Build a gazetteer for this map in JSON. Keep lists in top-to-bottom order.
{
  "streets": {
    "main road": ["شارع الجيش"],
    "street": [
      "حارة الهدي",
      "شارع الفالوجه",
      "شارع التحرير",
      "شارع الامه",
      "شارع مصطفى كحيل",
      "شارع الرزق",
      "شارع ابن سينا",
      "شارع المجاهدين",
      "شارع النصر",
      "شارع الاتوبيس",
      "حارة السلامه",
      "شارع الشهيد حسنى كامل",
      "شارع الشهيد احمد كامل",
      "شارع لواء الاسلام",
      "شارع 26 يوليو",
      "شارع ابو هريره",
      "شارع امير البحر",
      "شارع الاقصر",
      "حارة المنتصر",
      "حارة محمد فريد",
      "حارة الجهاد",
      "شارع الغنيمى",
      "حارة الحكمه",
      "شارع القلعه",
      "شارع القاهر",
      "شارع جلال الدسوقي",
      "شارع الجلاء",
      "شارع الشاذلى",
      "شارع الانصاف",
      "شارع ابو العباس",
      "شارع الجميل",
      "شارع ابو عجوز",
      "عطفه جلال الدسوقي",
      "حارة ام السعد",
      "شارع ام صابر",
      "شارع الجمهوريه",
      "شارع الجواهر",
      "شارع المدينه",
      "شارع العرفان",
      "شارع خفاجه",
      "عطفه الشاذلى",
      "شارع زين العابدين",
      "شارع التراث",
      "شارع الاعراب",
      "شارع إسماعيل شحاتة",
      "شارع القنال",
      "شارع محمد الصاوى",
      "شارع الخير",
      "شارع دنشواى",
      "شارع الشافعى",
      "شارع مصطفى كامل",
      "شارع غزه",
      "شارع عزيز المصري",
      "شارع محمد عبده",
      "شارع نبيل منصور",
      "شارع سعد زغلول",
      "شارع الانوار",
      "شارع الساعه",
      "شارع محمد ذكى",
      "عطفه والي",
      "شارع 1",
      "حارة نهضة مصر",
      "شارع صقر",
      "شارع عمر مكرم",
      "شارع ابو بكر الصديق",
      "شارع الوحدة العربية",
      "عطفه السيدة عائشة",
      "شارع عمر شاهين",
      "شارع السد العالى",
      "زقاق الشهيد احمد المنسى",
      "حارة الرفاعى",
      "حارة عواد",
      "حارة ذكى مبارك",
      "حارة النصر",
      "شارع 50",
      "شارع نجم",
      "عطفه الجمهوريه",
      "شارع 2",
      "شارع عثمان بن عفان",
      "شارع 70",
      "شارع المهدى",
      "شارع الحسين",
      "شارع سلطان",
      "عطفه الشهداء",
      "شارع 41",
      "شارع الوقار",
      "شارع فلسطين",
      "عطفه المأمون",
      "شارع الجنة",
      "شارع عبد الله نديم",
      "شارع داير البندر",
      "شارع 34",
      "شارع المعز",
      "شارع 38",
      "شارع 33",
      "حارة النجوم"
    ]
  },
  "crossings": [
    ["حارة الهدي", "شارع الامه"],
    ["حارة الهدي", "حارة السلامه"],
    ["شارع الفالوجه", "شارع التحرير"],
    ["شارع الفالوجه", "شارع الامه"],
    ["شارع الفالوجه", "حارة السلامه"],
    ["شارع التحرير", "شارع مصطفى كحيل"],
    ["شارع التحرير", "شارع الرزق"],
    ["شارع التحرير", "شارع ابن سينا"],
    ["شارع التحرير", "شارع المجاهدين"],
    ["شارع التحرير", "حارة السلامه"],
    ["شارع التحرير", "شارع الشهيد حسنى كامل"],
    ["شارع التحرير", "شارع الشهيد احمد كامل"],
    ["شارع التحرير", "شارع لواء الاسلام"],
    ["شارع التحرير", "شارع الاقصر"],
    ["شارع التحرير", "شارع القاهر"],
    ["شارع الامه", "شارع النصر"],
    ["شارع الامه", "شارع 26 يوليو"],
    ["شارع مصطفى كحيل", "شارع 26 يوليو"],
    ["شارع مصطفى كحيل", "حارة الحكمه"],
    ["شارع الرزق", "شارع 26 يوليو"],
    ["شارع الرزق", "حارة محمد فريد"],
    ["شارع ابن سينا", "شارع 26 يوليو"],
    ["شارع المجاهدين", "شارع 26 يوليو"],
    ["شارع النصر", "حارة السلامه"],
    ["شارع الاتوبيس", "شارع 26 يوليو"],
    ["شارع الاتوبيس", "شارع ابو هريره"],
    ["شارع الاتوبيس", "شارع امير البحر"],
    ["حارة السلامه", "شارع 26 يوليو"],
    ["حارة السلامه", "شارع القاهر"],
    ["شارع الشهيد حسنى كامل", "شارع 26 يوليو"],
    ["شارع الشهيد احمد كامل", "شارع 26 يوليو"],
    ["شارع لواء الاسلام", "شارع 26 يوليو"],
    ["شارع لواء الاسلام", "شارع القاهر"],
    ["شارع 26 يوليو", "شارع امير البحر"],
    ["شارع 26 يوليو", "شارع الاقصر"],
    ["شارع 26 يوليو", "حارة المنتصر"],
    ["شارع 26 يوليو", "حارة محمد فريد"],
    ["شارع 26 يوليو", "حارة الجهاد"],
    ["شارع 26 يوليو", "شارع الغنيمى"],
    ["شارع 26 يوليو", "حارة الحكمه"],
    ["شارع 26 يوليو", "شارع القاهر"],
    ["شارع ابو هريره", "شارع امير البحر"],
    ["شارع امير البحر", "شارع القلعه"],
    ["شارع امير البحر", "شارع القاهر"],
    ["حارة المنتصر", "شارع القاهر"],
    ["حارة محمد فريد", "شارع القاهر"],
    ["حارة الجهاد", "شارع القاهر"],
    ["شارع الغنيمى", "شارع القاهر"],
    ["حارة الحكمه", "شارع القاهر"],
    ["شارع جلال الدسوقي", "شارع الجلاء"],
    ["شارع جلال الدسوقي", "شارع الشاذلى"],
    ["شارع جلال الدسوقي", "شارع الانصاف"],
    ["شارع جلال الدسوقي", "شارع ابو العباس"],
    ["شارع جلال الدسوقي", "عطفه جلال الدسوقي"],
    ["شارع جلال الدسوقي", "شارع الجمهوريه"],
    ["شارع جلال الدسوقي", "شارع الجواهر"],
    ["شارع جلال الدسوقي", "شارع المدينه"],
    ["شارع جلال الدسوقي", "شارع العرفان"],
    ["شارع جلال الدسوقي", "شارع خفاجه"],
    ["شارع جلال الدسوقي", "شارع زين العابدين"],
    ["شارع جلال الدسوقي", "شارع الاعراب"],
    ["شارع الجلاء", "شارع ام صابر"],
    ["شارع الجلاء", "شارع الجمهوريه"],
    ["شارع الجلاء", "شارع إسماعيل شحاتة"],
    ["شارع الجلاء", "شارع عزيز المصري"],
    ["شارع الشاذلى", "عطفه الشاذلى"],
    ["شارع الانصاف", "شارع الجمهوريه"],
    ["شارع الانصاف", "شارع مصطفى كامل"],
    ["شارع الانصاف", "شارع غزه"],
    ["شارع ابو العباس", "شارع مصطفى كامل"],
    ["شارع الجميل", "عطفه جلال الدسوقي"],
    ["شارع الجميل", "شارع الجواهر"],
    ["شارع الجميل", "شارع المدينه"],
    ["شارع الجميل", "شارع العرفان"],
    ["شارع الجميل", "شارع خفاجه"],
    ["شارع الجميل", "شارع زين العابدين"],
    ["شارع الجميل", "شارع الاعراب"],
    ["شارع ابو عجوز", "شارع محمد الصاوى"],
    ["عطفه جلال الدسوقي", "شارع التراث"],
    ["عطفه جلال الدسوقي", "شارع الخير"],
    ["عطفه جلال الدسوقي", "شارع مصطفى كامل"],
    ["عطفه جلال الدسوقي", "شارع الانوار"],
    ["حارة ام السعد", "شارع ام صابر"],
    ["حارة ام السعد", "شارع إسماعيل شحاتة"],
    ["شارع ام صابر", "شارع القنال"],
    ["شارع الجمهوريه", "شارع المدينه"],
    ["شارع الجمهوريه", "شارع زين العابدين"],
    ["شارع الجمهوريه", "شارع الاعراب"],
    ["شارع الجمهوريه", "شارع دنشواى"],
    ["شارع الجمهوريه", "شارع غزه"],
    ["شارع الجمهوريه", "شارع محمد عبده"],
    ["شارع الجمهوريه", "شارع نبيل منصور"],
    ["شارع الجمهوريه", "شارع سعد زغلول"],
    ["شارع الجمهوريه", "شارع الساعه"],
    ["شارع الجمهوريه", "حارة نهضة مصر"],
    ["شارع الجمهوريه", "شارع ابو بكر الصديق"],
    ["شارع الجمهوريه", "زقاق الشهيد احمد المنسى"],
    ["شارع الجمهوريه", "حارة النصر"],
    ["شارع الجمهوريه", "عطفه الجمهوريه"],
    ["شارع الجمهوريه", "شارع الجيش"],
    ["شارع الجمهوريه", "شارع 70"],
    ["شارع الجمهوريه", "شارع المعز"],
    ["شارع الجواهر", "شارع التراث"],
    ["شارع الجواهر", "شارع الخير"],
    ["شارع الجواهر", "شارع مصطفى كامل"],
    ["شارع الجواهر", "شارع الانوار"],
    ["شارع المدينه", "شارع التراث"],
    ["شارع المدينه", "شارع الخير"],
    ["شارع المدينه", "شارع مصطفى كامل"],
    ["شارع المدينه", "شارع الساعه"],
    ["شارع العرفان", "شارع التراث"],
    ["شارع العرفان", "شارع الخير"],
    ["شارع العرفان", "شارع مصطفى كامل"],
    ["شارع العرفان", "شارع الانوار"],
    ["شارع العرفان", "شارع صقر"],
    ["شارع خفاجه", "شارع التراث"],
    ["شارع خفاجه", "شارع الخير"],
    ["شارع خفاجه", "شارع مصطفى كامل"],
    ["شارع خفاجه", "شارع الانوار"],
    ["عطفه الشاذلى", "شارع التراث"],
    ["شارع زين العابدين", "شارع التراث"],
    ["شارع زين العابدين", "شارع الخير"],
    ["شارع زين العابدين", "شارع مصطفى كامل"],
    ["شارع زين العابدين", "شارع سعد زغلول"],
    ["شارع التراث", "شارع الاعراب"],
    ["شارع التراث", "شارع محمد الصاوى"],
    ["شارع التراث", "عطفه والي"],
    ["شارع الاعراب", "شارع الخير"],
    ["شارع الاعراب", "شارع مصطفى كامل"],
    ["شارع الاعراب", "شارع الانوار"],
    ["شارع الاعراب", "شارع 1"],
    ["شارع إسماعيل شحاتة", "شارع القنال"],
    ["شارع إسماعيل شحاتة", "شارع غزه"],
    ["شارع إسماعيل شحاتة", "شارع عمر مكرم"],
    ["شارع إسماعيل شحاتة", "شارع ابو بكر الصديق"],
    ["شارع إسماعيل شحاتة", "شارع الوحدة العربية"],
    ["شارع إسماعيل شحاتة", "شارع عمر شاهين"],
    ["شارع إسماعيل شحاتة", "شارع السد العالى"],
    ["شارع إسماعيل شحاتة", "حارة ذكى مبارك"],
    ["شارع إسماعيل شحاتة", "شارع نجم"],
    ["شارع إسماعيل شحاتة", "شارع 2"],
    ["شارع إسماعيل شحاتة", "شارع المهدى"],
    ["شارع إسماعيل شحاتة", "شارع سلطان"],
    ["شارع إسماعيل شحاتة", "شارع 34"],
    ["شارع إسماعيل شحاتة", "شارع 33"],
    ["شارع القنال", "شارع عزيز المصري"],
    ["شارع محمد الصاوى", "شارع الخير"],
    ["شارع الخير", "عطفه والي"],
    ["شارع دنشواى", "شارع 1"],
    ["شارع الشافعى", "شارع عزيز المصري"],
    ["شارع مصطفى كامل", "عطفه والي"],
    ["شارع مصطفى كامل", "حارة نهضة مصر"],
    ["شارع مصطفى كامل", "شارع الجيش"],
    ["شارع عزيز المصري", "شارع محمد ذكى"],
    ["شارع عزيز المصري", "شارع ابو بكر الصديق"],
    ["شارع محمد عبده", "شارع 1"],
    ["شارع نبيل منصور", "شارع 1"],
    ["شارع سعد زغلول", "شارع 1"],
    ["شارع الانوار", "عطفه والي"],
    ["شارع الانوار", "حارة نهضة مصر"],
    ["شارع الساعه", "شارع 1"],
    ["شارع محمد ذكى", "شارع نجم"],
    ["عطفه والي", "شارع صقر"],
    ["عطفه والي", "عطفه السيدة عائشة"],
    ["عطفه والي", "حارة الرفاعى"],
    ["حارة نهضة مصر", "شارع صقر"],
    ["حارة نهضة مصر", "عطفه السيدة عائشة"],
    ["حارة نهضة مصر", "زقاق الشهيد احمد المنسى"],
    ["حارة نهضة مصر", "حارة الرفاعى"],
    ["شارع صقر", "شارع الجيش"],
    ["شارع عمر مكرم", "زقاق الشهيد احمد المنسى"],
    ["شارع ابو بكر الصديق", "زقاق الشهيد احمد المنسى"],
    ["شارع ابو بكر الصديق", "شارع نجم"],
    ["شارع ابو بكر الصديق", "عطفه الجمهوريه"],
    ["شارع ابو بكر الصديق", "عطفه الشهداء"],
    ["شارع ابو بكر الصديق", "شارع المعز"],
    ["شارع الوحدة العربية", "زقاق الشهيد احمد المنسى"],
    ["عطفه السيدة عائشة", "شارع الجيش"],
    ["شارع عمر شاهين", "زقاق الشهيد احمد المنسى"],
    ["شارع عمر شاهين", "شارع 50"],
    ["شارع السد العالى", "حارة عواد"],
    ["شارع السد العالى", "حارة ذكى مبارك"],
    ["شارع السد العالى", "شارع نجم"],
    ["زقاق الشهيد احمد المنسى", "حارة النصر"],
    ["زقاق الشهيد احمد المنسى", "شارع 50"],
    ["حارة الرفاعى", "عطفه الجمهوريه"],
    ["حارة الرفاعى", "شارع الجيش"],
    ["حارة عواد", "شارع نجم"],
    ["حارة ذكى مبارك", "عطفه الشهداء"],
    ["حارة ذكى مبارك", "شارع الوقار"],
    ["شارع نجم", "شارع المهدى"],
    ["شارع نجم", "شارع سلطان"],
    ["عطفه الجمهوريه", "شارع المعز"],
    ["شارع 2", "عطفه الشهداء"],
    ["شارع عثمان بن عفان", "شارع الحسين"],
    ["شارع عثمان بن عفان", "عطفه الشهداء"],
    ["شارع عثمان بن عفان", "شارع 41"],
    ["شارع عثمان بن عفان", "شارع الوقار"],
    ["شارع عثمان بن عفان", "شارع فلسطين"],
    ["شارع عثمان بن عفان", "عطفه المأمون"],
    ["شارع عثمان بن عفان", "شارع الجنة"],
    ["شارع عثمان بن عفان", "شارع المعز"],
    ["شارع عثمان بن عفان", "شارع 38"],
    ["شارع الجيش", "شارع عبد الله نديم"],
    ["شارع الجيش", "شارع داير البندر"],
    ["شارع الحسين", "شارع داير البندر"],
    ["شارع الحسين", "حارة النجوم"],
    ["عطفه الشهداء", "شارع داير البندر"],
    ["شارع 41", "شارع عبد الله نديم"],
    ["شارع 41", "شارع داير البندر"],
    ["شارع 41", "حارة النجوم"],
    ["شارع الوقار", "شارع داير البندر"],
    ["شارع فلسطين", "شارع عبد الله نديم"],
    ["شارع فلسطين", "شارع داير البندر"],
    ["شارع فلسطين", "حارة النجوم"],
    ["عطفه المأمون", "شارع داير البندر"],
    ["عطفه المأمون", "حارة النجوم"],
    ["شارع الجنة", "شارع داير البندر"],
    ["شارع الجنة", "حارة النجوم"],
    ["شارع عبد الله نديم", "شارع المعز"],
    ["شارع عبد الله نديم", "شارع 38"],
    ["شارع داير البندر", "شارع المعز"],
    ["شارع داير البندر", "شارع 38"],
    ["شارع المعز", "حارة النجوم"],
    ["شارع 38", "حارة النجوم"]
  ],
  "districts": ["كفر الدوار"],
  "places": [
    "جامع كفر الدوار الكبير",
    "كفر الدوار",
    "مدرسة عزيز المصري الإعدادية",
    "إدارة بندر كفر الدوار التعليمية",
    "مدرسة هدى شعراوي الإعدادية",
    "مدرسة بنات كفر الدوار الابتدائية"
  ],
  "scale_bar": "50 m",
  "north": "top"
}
----------------
§ WHAT THE TASK REQUIRES
Would you please copy each line of the listing that contains the word "المهدى"?

§ SOLUTION TO THE PROBLEM
      "شارع المهدى",
    ["شارع إسماعيل شحاتة", "شارع المهدى"],
    ["شارع نجم", "شارع المهدى"],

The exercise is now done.